I can't escape the terms, so I decided to stand up and make an interception. I started my financial self-education this way: typing questions into Google. Surprisingly, this proved fairly successful--I learned that a hedge fund is basically an exclusive mutual fund, and that short-selling is essentially borrowing stocks and selling them in the hopes that you will be able to rebuy them when their price goes down. And to commit these terms to memory, I made flash cards on things like price to earnings ratios.
Then I took the next step in my game plan and registered for a free online trading account at www.up-down.com. The site gives players a million dollars to virtually invest and practice trading techniques.
Despite the fact that it’s not real money, I find myself being extremely cautious buying just 20 shares at a time. So far, I’ve only invested 15 thousand dollars - mostly in things like alternative energy hoping to cash in on the promises of President Barack Obama. But the last time I checked my daily digest, I saw a lot of red and I know that’s a bad sign. The only stock that was up was a solar company. I keep trying to think of innovative investment ideas – things other people may overlook – like manufacturers of insulation and double paned windows. But many of those companies are either private, or behemoths that cut across sectors. So I’m sticking with predictable companies, and getting trounced like everyone else.
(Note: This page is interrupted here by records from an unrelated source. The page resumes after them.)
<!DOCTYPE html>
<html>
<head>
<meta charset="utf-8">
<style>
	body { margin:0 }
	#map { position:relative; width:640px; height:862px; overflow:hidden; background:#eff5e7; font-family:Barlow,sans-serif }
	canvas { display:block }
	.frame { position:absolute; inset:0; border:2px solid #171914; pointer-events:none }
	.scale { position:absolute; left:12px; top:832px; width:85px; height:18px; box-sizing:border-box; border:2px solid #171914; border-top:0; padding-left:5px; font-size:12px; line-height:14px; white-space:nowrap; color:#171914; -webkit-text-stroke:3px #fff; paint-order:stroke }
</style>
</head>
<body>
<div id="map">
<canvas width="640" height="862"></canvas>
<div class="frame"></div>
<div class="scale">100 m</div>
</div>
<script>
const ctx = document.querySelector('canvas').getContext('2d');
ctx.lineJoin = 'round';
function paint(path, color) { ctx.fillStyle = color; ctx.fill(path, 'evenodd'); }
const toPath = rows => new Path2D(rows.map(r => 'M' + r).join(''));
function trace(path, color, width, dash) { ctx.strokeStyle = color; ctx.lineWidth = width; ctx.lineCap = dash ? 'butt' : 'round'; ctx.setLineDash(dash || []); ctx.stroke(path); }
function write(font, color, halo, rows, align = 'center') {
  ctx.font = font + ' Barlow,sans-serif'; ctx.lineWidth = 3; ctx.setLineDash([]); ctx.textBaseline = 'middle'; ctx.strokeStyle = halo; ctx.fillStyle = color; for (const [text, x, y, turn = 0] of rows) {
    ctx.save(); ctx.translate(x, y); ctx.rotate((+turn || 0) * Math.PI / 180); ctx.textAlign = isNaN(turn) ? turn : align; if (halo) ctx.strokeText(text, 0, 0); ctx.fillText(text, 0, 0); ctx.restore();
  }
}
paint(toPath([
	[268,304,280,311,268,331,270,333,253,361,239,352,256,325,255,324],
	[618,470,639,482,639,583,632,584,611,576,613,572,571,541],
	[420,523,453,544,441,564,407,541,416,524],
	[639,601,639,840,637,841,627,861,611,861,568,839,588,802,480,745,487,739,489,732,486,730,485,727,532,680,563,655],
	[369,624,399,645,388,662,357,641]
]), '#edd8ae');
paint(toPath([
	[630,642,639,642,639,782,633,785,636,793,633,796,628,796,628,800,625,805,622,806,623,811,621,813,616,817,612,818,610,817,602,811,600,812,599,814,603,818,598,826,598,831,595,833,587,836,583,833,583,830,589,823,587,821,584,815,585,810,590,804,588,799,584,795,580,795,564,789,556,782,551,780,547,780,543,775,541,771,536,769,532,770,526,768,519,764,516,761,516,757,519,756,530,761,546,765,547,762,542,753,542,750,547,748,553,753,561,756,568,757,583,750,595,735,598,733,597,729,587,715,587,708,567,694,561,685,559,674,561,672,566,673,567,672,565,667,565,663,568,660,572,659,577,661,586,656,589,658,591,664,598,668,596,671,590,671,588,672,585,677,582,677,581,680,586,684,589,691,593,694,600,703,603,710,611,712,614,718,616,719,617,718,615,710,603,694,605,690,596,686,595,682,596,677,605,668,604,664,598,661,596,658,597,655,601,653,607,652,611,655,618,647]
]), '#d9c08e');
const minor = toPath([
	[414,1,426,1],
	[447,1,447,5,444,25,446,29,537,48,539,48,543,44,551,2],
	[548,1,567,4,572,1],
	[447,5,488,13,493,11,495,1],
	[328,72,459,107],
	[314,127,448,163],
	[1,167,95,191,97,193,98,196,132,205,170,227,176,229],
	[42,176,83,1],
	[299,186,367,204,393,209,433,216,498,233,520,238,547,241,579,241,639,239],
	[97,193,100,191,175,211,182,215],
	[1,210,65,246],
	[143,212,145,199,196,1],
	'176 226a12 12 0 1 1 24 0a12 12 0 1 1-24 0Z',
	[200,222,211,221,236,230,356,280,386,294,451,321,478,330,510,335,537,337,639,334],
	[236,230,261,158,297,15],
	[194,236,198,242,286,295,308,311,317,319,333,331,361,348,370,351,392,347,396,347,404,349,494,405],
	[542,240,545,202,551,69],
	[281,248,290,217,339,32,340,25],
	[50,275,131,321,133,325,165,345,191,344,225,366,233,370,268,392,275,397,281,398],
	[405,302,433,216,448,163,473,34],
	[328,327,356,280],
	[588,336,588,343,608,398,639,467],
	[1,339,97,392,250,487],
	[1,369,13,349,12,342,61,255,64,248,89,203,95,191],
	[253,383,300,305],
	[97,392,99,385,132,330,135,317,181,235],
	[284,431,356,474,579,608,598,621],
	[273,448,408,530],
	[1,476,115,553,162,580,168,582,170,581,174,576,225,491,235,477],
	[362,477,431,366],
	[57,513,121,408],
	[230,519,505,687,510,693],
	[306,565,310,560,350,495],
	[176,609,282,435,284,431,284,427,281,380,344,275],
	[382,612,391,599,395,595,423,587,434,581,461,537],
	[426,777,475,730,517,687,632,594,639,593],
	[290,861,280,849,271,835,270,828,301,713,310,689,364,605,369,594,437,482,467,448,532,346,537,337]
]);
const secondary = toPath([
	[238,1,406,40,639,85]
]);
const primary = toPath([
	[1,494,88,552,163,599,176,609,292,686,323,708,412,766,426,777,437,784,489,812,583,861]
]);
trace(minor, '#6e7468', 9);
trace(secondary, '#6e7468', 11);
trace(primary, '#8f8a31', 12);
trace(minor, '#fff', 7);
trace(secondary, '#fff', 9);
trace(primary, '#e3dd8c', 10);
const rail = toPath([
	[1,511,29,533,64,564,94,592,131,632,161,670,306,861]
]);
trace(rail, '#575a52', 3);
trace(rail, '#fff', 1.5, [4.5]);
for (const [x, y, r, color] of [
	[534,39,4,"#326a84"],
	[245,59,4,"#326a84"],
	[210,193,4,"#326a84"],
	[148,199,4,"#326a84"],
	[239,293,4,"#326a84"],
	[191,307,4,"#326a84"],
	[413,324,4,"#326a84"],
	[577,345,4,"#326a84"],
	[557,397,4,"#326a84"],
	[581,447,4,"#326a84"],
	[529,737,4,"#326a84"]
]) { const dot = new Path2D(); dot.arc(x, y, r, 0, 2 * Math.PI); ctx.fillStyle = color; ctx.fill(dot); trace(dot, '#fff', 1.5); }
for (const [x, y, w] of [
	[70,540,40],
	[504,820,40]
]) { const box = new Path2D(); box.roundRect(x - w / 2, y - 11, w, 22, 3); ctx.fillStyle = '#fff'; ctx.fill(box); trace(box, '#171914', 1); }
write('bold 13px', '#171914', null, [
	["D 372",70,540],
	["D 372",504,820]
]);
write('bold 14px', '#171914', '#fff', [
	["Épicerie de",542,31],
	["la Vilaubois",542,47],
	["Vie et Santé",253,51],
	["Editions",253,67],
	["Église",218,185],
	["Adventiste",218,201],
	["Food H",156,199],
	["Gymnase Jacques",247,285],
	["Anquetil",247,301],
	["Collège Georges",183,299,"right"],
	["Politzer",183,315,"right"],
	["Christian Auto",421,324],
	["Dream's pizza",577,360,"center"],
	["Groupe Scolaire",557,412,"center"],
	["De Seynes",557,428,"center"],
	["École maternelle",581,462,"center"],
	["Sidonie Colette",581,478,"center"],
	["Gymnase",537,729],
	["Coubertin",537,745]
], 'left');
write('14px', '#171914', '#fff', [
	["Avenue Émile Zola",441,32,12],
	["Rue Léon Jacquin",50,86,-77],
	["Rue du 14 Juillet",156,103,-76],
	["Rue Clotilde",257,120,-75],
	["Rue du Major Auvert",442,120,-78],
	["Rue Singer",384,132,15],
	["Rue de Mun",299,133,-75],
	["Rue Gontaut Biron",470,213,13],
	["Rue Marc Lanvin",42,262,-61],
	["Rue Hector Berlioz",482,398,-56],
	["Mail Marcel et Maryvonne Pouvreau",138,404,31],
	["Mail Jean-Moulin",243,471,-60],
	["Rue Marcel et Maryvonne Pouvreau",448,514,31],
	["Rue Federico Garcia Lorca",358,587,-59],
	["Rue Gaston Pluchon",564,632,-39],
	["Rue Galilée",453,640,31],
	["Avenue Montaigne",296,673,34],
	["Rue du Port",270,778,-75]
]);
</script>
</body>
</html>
I also signed up for a free 30-day practice account with Advanced Currency Markets, a foreign exchange dealer, and got a call from one of their representatives ten hours later to "follow up with my interest." I'm guessing they don't have too many people signing up for their services right now. Which scared me enough to tell them to take me off their list.
Months ago, I hardly knew what NASDAQ was; today, I'm a bit stock-market obsessed.
The financial crisis has been disastrous for the majority of Americans, and there's no doubt that it has slimmed down my wallet. My regular babysitting gigs have dried up now that parents are choosing Netflix over the theater.
On the plus side, the meltdown has fattened up my stock-market knowledge. Hopefully, the time I have invested in educating myself and playing online stock trading games will pay off--even if only with virtual money. You don't actually think I'm crazy enough to put one penny into the REAL stock market??